··· RECORD SET ···
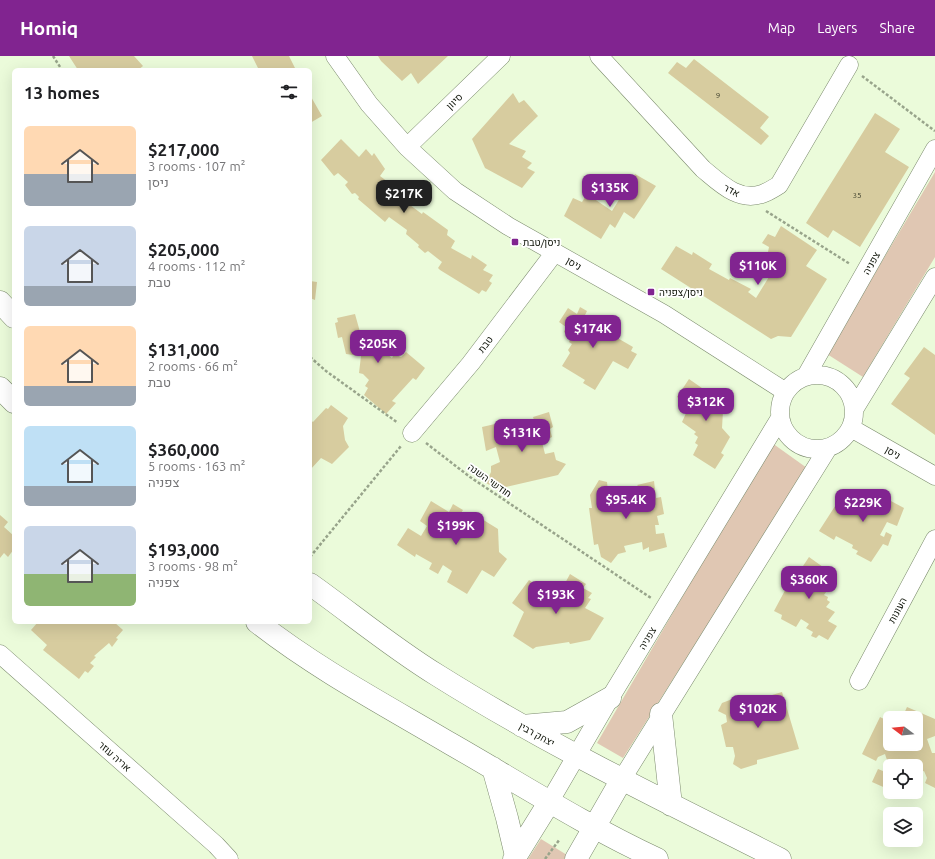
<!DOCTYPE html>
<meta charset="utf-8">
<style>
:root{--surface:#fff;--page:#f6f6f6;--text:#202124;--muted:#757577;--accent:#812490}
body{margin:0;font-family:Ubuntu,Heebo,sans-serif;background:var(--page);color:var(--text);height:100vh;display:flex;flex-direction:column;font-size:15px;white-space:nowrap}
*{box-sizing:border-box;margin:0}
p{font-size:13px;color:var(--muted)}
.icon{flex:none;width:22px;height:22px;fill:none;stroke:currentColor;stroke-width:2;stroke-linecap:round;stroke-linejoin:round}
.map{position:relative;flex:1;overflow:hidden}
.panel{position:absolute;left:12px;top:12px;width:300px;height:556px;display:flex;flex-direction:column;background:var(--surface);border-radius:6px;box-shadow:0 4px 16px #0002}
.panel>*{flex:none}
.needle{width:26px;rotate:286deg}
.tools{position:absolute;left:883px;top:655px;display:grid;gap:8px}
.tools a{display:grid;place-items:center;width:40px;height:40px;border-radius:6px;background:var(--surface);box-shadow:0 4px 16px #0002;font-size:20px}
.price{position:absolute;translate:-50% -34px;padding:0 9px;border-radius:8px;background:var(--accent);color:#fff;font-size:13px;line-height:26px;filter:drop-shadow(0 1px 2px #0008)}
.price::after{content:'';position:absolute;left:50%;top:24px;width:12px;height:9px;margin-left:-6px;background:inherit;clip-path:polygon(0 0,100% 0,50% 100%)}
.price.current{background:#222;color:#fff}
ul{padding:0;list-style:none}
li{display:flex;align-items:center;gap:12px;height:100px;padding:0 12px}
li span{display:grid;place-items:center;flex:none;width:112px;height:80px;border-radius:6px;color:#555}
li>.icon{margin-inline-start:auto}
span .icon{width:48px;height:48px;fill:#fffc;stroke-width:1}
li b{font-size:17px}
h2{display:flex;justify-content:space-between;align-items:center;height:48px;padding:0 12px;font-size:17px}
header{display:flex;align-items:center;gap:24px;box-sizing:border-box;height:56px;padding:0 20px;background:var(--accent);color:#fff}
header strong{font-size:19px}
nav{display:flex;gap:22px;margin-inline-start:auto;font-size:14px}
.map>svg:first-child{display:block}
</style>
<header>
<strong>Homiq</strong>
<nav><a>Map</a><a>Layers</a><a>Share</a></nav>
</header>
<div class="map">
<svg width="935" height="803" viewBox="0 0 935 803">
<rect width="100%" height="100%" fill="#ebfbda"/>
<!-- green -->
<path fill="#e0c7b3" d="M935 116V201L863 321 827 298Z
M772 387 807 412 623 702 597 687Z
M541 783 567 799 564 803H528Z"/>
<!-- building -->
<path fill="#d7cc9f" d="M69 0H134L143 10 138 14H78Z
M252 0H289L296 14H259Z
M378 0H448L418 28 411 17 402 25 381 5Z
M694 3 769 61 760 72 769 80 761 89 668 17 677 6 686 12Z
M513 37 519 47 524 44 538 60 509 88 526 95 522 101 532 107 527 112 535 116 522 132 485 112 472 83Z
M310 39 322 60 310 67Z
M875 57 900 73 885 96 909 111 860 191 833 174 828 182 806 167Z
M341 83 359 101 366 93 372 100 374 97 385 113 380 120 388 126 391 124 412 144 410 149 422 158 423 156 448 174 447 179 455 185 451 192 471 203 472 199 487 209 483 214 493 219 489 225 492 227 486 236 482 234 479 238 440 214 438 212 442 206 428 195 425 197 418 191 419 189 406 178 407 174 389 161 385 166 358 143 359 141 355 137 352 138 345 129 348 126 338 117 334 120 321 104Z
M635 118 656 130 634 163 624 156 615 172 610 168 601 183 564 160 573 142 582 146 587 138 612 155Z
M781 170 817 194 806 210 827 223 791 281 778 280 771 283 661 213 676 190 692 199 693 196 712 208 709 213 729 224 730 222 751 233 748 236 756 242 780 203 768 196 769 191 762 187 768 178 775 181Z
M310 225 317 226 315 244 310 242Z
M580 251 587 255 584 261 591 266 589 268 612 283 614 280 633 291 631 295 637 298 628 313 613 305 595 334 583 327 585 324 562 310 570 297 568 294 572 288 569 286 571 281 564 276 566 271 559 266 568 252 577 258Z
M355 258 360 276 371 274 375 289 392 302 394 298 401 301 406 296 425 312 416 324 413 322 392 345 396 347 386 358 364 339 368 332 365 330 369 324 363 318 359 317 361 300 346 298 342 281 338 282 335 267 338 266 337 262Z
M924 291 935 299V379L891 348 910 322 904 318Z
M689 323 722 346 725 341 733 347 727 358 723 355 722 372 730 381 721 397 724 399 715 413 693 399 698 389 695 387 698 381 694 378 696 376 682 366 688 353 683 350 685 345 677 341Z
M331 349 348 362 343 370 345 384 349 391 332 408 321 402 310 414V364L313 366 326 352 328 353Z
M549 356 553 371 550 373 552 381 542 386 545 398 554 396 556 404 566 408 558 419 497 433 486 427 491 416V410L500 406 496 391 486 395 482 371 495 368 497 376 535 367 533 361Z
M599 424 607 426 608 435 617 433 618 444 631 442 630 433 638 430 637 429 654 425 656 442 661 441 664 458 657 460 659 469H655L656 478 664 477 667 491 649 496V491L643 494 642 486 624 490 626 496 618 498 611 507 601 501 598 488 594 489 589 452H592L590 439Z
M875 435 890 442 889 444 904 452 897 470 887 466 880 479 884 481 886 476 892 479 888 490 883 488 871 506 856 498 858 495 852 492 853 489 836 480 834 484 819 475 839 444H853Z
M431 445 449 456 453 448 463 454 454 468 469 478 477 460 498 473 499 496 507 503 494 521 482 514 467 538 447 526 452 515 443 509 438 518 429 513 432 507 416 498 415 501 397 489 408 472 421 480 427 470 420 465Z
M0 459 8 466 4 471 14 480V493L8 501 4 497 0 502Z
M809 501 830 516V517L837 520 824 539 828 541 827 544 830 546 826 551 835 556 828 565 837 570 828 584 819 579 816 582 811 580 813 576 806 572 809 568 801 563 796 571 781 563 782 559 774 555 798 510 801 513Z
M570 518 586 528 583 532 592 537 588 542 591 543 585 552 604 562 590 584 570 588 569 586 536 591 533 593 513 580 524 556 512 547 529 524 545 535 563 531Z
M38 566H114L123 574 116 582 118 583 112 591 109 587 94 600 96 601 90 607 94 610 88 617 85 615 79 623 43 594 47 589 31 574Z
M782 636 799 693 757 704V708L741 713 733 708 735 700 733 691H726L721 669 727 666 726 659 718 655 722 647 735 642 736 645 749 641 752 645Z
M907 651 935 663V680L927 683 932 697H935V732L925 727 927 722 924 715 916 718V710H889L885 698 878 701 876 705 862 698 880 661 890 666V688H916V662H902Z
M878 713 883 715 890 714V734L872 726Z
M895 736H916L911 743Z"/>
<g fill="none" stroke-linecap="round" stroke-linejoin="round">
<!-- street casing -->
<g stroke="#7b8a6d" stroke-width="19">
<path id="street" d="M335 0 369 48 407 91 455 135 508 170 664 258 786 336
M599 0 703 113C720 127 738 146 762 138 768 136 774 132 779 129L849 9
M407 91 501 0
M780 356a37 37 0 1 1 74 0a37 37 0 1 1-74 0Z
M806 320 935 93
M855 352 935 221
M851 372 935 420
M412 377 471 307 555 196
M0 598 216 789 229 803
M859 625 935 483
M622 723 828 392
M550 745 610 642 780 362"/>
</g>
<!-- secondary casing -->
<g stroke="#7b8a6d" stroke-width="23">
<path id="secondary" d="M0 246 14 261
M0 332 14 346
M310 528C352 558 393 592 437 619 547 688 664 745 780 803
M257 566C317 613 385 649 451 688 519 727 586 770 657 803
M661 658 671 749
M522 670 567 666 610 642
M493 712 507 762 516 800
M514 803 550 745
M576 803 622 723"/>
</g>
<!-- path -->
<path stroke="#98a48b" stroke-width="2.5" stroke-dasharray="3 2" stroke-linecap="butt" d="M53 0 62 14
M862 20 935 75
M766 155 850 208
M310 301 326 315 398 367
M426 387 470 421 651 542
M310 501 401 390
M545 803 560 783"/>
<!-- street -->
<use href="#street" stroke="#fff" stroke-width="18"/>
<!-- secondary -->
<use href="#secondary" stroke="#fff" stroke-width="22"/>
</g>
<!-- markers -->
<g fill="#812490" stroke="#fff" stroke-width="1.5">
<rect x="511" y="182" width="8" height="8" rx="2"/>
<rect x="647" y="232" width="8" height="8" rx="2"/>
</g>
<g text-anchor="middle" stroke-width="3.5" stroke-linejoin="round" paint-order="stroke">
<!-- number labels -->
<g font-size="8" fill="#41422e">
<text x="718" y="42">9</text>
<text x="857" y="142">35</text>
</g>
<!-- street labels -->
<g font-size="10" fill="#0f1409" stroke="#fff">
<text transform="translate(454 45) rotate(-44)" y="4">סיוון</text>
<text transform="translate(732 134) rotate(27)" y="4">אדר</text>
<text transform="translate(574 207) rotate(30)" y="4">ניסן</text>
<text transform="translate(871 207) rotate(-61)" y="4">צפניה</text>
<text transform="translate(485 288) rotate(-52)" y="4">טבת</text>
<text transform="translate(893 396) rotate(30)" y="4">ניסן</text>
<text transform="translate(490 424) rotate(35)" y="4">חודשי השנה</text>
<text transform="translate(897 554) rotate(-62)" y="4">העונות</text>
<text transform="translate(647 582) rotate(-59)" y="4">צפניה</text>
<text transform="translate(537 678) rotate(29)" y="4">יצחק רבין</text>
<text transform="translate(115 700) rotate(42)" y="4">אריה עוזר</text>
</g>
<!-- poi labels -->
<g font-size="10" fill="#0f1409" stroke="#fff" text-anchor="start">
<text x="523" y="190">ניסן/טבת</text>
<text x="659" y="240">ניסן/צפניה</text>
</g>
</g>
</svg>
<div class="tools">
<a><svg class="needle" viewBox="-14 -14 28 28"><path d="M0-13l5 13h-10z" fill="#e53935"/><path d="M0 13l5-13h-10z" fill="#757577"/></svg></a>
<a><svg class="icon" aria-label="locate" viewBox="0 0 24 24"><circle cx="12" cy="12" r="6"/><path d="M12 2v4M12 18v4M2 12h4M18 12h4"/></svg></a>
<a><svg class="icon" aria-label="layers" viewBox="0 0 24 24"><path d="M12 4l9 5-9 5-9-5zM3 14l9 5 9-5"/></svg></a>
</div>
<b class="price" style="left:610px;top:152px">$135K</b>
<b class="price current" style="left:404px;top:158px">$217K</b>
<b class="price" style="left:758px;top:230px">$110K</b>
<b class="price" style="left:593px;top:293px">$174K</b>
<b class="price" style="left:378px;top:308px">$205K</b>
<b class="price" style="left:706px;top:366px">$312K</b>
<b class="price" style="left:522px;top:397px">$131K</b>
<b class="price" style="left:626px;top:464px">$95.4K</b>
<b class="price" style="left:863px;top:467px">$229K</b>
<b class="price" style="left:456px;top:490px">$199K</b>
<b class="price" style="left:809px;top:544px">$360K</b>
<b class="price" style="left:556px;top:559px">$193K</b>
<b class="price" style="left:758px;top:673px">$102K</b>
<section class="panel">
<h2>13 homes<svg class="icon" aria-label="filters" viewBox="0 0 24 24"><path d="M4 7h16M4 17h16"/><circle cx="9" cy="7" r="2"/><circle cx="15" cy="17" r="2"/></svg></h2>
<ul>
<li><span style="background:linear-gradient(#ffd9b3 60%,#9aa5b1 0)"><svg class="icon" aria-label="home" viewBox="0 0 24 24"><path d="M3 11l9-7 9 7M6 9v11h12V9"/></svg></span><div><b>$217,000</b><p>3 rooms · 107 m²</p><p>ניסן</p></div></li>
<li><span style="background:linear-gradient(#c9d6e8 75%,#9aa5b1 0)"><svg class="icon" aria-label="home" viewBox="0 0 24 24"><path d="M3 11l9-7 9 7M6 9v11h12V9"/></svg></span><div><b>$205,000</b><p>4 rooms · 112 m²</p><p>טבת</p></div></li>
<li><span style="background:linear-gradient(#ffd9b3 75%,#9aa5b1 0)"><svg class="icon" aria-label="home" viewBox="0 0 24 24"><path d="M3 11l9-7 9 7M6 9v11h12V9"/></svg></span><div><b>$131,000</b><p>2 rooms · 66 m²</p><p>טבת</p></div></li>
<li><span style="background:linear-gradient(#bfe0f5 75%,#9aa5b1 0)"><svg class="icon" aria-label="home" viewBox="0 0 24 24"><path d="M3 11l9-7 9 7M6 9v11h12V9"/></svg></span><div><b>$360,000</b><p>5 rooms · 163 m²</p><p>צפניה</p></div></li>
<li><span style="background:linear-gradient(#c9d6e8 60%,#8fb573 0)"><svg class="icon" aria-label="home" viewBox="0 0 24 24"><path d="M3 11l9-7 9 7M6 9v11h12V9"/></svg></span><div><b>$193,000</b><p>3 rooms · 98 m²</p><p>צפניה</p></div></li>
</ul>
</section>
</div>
···
- TASK DIRECTIONS: The lines above that hold the string "column" are to be located and copied.

- TASK ANSWER:
body{margin:0;font-family:Ubuntu,Heebo,sans-serif;background:var(--page);color:var(--text);height:100vh;display:flex;flex-direction:column;font-size:15px;white-space:nowrap}
.panel{position:absolute;left:12px;top:12px;width:300px;height:556px;display:flex;flex-direction:column;background:var(--surface);border-radius:6px;box-shadow:0 4px 16px #0002}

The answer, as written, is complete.